Russian Troops Quietly Replace Wagner Units

( — The Kremlin has replaced private military units with Russian troops in Ukraine. The replacement occurred quietly on the front line in the city of Bakhmut.

“In Bakhmut’s outskirts, the enemy has replaced Wagner units with regular army forces. Inside the city itself, Wagner fighters remain,” Ukrainian Deputy Defense Minister Hanna Maliar said.

A spokesperson for Ukraine’s Defense Ministry also said that the number of Russian attacks in the area had fallen.

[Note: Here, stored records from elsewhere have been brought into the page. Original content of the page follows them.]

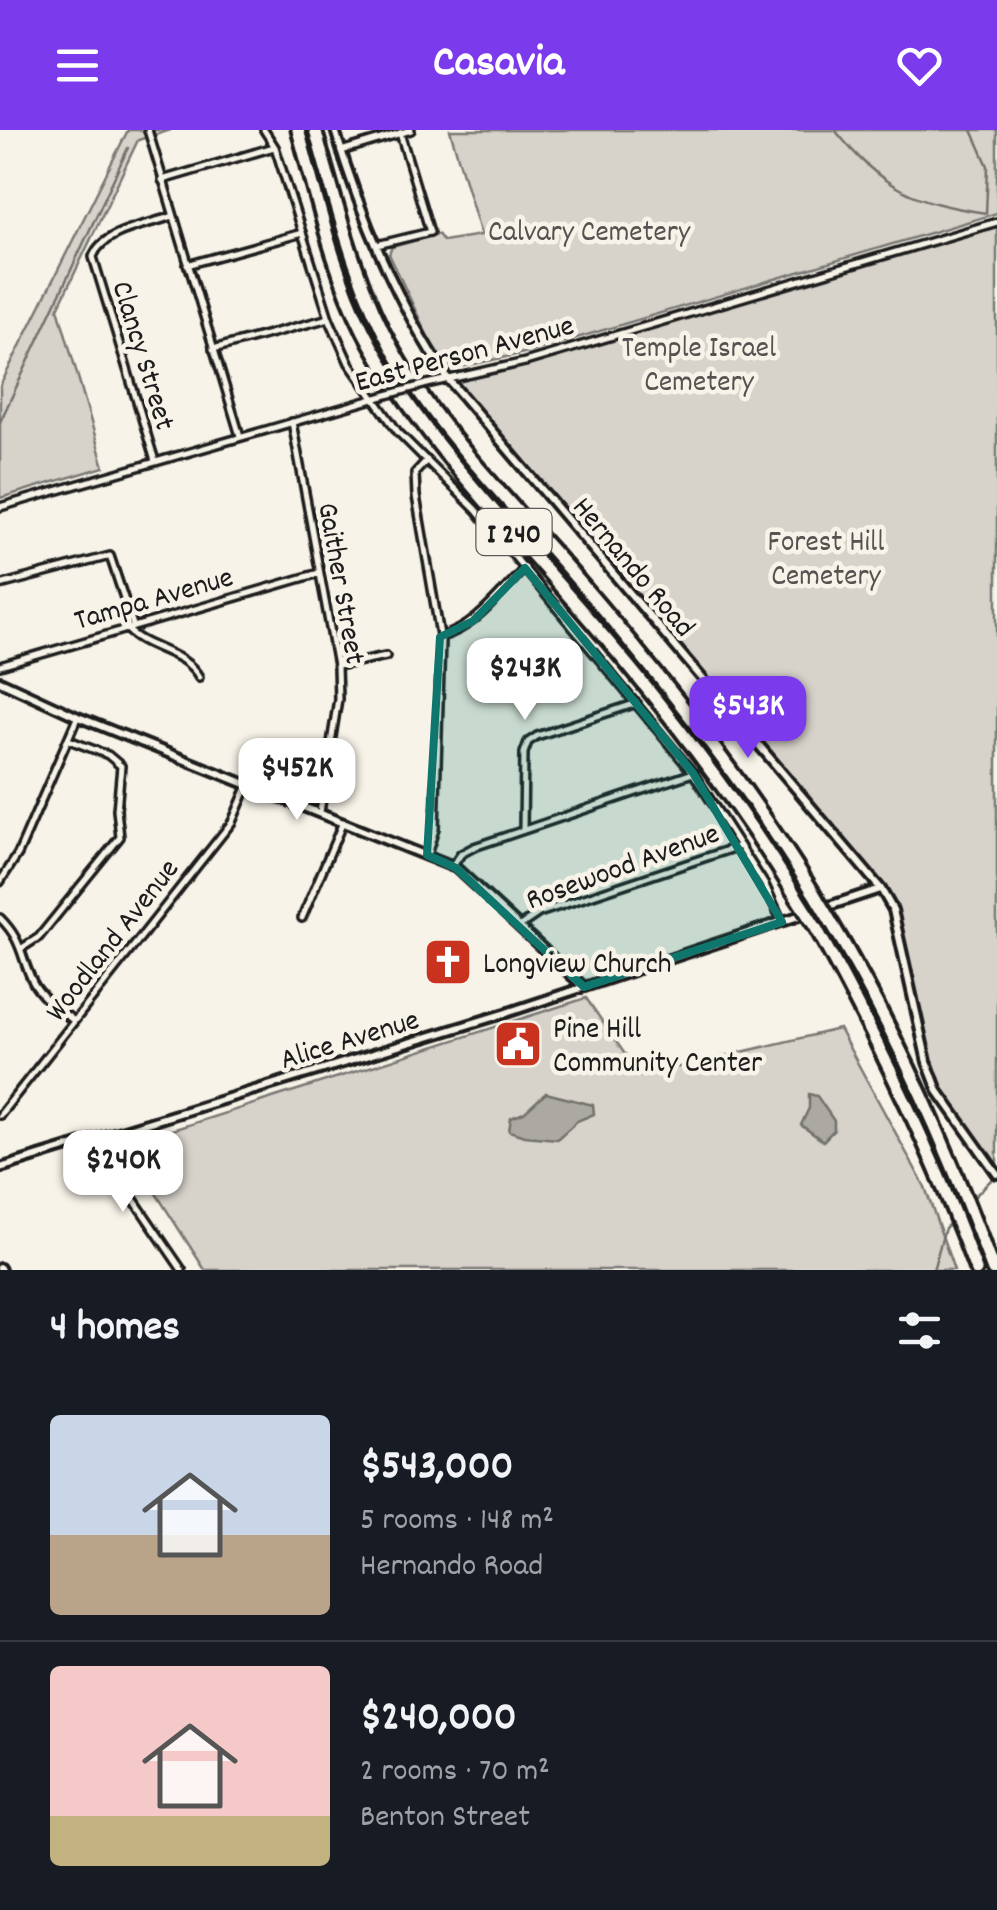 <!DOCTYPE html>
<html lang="en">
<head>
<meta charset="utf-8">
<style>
	body { margin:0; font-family:Dekko,sans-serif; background:#20242c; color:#f1f3f6; height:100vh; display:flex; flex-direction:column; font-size:38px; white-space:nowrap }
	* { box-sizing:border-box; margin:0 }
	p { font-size:32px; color:#9ea1a6 }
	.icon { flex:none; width:55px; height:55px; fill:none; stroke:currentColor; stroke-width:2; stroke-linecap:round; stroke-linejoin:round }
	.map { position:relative; height:1140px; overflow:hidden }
	.side { display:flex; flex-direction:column; background:#171b24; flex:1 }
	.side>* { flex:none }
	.price { position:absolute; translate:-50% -85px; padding:0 22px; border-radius:20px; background:#fff; color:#222; font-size:32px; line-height:65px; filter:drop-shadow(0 2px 5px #0008) }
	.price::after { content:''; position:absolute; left:50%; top:60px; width:30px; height:22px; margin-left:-15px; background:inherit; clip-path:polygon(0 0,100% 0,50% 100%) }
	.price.selected { background:#7c3aed; color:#fff }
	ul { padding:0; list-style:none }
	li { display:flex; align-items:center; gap:30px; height:250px; padding:0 50px }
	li+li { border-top:2px solid #363941 }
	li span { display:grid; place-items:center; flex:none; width:280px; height:200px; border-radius:10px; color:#555 }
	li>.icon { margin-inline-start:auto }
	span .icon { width:120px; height:120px; fill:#fffc; stroke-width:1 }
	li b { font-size:42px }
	h2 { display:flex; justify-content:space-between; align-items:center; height:120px; padding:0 50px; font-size:42px }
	header { display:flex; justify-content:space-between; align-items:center; height:130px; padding:0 50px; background:#7c3aed; color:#fff; font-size:45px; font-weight:700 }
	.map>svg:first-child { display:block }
	.green { fill:#d7d3cb; stroke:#7a7874; stroke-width:2.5 }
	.water { fill:#aca9a2; stroke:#72716c; stroke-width:2.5 }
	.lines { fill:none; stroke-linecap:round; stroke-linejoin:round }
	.stream { stroke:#72716c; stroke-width:2.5 }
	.minor-casing { stroke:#1c1c1c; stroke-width:12 }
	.tertiary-casing { stroke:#1c1c1c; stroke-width:14 }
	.motorway-casing { stroke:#1c1c1c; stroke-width:19 }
	.minor { stroke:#f7f3e8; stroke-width:5 }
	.tertiary { stroke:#f7f3e8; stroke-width:6 }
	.motorway { stroke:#f7f3e8; stroke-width:11 }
	.minor-bridge-casing { stroke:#1c1c1c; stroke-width:12; stroke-linecap:butt }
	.motorway-bridge-casing { stroke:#1c1c1c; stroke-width:19; stroke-linecap:butt }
	.minor-bridge { stroke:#f7f3e8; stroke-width:5 }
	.motorway-bridge { stroke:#f7f3e8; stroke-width:11 }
	.marked { fill:#0f766e; fill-opacity:0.2; stroke:#0f766e; stroke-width:8; stroke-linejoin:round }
	.labels { text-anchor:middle; stroke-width:9; stroke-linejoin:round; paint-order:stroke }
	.shield { fill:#f7f3e8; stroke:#5e5c59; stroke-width:2.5 }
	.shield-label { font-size:28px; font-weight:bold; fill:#1c1c1c }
	.park-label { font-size:30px; fill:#545351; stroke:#f7f3e8 }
	.street-label { font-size:30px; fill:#1c1c1c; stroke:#f7f3e8 }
	.poi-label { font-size:30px; fill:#1c1c1c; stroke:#f7f3e8; text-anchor:start }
</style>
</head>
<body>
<header><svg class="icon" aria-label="menu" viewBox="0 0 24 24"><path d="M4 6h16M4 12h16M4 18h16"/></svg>Casavia<svg class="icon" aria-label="heart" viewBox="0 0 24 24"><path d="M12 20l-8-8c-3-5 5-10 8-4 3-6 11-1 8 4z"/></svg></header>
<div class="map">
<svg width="997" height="1140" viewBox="0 0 997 1140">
	<rect width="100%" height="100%" fill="#f7f3e8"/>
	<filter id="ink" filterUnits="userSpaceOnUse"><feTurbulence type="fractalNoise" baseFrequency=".01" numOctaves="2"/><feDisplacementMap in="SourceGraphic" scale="20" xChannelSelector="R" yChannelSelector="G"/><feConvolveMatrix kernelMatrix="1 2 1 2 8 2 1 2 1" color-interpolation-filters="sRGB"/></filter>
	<g filter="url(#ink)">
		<g class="green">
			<polygon points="128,0 171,0 138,10 58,178 104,337 0,368 0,256"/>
			<polygon points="450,0 997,0 997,83 533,221 452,239 436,224 389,124 392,117 438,104 443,111 481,105"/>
			<polygon points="997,95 997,1035 940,959 927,921 892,769 456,251"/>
			<polygon points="586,868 640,946 839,899 925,1057 954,1140 205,1140 125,1015"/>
		</g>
		<g class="water">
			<polygon points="546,963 593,975 594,984 577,991 557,1009 524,1006 509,1001 511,988 524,983"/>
			<polygon points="809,964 817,966 834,991 834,1000 823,1011 801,995 809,978"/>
		</g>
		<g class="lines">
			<g class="stream">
				<path d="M835 0C882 59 913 72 986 83L988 36 972 0"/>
				<polyline points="0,292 128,18"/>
				<polyline points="970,1071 996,1045"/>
				<polyline points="933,1140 945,1098 951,1092"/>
			</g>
			<g class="minor-casing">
				<g id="minor">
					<polyline points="148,0 240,306"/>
					<polyline points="264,0 275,17 329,188 349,233 398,302 476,380 693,643 765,755 782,792"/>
					<polyline points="341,21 411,0"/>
					<polyline points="162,50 274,17"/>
					<polyline points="377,115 430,102 400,3"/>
					<polyline points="187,135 302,103"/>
					<polyline points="213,219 329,188"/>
					<polyline points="427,254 525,232 997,92"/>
					<polyline points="292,292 337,536 338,569 320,682"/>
					<polyline points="427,330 415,343 416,366 441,511 435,699 427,725"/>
					<path d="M155 331 93 127C102 100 148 95 173 86"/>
					<polyline points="0,377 387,265"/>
					<polyline points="0,455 110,426 133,495"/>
					<path d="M126 498C146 520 184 520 199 547"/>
					<path d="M440 507C476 498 500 463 525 438"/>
					<polyline points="0,536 319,443"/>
					<polyline points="337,536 386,526"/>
					<polyline points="523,700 524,623 528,612 537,606 637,573"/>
					<polyline points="452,737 461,724 474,717 693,643"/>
					<polyline points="0,752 18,724 77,588"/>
					<path d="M0 788C23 811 20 826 33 852 41 868 60 880 74 891"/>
					<polyline points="302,788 343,692"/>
					<polyline points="520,796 539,783 740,716"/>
					<polyline points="22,818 39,807 120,707 117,680 121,636 108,625 69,610"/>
					<polyline points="0,985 232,692 264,618"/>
					<polyline points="93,1010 182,1140"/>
				</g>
			</g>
			<g class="tertiary-casing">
				<g id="tertiary">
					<path d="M335 0C360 85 398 176 448 249L881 759 893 780 927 932 938 961 997 1044"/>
					<polyline points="0,551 78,587 456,738 584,857"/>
					<polyline points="0,1038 506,883 880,759"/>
					<polyline points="0,1138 1,1140"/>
				</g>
			</g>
			<g class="motorway-casing">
				<g id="motorway">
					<path d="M298 0C317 67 332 139 364 202 416 302 500 386 573 471 655 564 731 661 797 768"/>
					<path d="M315 0C337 75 355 153 394 222 437 298 507 369 565 435 655 539 741 645 813 762"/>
					<path d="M831 792C897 902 949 1020 993 1140"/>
					<path d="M816 798C878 910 932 1021 976 1140"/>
				</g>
			</g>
			<use href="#minor" class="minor"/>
			<use href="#tertiary" class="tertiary"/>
			<use href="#motorway" class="motorway"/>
			<g class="minor-bridge-casing">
				<polyline id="minor-bridge" points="387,265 427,254"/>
			</g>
			<g class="motorway-bridge-casing">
				<g id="motorway-bridge">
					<polyline points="813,762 831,792"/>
					<polyline points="797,768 816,798"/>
				</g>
			</g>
			<use href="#minor-bridge" class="minor-bridge"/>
			<use href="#motorway-bridge" class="motorway-bridge"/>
		</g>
	</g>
	<path class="marked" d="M525 438 693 643 782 792 584 857 456 738 427 725 440 507 473 491Z"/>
	<defs>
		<g id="church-square" transform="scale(2.5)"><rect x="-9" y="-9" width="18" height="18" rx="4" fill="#c8321e" stroke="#f7f3e8"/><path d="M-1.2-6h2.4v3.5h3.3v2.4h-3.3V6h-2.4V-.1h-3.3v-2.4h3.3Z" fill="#fff"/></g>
		<g id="civic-square" transform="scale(2.5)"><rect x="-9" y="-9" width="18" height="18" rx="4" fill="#c8321e" stroke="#f7f3e8"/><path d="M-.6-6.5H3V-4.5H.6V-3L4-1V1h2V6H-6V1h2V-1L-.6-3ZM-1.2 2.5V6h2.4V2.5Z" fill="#fff"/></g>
	</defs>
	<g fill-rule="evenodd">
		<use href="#church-square" x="448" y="832"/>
		<use href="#civic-square" x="518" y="914"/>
	</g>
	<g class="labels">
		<rect class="shield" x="476.5" y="379" width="75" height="46" rx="8"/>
		<g class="shield-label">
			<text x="514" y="412">I 240</text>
		</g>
		<g class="park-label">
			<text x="589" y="110">Calvary Cemetery</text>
			<text x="699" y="226">Temple Israel<tspan x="699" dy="34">Cemetery</tspan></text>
			<text x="826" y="420">Forest Hill<tspan x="826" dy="34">Cemetery</tspan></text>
		</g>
		<g class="street-label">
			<text transform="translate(464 222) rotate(-15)" y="10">East Person Avenue</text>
			<text transform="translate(145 225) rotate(73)" y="10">Clancy Street</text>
			<text transform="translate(635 436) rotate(50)" y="10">Hernando Road</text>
			<text transform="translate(343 453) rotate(80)" y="10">Gaither Street</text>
			<text transform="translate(153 467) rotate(-16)" y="10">Tampa Avenue</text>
			<text transform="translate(622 735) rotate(-20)" y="10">Rosewood Avenue</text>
			<text transform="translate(111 809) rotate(-52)" y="10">Woodland Avenue</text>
			<text transform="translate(349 908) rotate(-17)" y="10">Alice Avenue</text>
		</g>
		<g class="poi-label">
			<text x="483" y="842">Longview Church</text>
			<text x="553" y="907">Pine Hill<tspan x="553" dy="34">Community Center</tspan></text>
		</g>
	</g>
</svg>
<b class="price" style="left:525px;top:593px">$243K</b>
<b class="price selected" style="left:748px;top:631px">$543K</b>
<b class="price" style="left:297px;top:693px">$452K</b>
<b class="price" style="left:123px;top:1085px">$240K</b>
</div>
<section class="side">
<h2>4 homes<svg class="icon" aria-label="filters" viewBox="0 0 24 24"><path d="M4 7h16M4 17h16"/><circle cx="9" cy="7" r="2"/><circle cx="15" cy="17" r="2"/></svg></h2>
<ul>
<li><span style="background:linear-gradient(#c9d6e8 60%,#b9a48a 0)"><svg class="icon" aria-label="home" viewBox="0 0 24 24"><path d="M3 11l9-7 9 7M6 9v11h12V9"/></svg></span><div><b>$543,000</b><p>5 rooms · 148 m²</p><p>Hernando Road</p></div></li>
<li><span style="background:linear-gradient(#f6c9c9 75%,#c2b280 0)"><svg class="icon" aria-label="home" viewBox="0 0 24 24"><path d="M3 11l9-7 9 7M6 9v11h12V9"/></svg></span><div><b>$240,000</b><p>2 rooms · 70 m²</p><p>Benton Street</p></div></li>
</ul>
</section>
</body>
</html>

The withdrawal of the private soldiers, hired by a company named Wagner, began on May 25th, and its leader, Yevgeny Prigozhin, earlier announced that Russia had captured the area. However, Ukraine said the troops’ replacement signified that Russian forces were weakened and had suffered heavy losses. Prigozhin confirmed this and said that around 20,000 private troops were killed in the war’s bloodiest battle. The Kremlin said the number was closer to 6,000.

Wagner hired men, including ex-convicts, who had little military training. Yevgeny Prigozhin has been fiercely critical of Russian President Vladimir Putin for the slow supply of ammunition to his soldiers. He also mocked the President during the country’s scaled-back Victory Day Parade in May. In an online video, he asked how Russia expects to win the war if its “grandfather” turns out to be an “assh*le.” Russian officials have previously accused him of trying to undermine the authority of their leader.

Reports on the fierce battle of Bakhmut are difficult to confirm, but some media reports claim Russia lost around 100,000 soldiers and advanced only 60 feet per day. It took Russian forces more than 300 days to declare victory and capture the city that was home to 73,000. Bakhmut is only around 16 square miles, and British officials say it is of little strategic importance. However, a Russian claim of victory is a significant propaganda coup.

The number of Ukrainian troops lost is unknown, but NATO estimates around 20,000. The bloody conflict has been compared to World War One trench combat battles such as the Somme and Verdun.